WORK ORDER ::
Check each line of the data for the string "Keep". Report how many have it, and give nothing else.

DATA RECORDS ::

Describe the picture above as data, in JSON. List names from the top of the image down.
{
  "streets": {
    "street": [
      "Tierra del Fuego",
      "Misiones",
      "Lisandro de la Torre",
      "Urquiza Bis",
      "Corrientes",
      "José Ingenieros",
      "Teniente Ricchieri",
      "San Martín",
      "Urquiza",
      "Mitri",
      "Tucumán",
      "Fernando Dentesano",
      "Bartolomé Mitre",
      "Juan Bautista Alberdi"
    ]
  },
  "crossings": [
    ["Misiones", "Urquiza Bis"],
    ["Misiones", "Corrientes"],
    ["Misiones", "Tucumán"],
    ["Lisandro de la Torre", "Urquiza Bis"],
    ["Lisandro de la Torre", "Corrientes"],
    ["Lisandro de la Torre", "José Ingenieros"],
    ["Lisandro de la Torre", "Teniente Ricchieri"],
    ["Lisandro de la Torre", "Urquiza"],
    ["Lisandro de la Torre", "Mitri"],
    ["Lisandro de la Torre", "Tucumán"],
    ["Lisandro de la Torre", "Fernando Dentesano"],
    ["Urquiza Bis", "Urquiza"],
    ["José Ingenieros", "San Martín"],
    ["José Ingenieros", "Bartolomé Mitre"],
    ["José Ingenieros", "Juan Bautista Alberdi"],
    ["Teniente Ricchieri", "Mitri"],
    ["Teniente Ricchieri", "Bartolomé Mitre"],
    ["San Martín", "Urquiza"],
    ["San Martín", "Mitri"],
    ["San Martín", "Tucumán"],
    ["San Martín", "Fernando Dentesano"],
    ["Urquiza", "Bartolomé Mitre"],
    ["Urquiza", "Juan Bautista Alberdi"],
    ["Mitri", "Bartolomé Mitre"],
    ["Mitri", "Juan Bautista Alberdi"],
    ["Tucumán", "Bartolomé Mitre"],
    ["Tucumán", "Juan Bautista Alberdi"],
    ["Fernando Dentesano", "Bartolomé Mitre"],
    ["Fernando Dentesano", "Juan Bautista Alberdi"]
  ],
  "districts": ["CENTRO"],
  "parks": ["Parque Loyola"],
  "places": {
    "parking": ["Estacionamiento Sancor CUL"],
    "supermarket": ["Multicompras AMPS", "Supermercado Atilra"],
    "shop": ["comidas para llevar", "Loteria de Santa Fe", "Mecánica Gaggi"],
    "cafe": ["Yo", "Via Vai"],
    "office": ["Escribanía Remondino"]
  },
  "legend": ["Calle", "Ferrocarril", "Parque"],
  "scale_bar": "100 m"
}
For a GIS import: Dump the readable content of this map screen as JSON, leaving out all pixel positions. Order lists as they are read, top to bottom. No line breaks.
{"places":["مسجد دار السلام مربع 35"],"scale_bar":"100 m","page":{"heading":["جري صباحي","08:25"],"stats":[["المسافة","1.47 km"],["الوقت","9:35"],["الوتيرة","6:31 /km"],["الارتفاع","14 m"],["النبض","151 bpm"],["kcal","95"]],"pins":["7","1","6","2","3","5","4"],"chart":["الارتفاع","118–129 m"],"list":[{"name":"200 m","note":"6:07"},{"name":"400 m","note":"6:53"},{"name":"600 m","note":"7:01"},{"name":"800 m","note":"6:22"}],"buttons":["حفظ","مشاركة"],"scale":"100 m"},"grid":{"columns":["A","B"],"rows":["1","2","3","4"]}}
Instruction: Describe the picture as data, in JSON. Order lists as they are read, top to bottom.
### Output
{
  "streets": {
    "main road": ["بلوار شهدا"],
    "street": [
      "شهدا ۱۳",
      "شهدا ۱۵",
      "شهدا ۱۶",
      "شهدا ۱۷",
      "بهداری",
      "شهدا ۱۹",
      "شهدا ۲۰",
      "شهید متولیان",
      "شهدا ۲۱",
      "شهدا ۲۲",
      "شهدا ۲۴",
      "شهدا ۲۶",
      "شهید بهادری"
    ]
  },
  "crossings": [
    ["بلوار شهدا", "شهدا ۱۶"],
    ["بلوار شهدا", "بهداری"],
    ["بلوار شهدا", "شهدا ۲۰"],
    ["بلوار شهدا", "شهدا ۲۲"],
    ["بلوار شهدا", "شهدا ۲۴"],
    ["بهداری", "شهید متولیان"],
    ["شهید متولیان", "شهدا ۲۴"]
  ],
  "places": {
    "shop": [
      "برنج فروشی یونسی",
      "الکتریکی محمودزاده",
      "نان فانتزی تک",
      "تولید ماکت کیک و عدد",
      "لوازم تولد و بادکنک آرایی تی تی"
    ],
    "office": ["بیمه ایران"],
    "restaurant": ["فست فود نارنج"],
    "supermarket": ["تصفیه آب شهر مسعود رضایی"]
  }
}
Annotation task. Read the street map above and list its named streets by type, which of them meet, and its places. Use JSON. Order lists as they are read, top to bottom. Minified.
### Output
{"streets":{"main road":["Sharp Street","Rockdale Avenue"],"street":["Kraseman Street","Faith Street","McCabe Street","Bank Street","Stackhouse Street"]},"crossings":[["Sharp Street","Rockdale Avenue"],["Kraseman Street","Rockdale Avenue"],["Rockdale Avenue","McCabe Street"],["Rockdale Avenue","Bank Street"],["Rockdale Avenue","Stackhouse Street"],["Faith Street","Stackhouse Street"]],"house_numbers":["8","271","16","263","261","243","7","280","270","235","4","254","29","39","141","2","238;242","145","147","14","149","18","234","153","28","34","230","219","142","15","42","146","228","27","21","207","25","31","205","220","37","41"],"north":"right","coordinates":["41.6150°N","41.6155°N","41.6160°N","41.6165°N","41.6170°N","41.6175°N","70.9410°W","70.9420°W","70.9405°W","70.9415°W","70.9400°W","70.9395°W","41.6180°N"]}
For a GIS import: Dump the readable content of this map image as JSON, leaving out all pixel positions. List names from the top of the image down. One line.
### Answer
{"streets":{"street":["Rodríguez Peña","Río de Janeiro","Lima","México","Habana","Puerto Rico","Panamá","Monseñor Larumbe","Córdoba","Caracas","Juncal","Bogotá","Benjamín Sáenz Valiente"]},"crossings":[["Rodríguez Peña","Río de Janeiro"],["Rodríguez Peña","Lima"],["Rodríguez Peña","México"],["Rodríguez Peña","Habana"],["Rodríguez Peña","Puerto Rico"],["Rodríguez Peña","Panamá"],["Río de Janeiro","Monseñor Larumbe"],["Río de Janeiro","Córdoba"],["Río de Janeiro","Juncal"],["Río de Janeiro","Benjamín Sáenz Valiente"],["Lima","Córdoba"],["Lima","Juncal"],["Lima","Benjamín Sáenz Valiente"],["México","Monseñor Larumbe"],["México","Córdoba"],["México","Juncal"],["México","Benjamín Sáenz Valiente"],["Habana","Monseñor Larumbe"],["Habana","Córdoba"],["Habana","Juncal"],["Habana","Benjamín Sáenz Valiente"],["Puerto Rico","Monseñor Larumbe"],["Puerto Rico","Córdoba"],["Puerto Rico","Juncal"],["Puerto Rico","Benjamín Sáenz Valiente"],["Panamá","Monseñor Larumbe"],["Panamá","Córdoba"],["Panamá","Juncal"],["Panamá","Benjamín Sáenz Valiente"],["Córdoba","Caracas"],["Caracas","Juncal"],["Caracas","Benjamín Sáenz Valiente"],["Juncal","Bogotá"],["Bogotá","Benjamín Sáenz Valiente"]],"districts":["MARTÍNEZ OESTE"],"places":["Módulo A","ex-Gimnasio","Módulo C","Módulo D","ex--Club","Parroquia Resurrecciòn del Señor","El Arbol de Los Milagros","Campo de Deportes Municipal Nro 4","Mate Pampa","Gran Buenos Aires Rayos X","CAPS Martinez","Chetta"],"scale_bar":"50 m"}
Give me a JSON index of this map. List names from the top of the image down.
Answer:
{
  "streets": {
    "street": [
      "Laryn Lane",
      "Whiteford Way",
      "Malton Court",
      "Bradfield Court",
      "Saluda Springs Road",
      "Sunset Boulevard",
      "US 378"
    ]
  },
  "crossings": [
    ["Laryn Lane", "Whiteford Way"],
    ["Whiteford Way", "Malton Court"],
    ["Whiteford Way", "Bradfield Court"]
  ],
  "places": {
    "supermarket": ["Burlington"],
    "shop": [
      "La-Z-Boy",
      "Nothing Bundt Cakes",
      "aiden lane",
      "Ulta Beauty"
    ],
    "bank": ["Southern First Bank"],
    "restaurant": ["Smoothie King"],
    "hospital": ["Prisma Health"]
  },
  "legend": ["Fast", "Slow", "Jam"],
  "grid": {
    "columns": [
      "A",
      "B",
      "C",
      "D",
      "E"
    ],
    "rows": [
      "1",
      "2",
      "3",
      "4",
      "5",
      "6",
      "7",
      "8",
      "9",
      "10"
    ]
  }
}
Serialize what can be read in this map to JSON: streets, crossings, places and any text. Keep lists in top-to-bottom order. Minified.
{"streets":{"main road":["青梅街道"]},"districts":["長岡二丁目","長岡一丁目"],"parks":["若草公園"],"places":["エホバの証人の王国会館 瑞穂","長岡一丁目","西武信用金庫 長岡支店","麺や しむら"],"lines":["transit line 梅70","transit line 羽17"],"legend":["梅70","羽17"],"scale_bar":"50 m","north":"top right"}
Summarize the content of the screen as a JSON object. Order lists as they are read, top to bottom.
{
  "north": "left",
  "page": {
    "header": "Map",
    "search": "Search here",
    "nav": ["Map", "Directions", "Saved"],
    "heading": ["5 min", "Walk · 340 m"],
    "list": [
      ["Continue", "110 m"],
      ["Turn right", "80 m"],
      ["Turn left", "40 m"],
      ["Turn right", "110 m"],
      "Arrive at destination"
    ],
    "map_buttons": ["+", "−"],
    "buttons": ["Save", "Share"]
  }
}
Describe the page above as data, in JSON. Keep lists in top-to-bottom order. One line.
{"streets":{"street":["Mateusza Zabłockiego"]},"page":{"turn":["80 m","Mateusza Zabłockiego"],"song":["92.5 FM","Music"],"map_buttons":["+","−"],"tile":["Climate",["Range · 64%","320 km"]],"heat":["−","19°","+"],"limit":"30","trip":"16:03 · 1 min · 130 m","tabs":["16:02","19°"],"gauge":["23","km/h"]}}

RESPONSE FOR THIS EXERCISE ::
2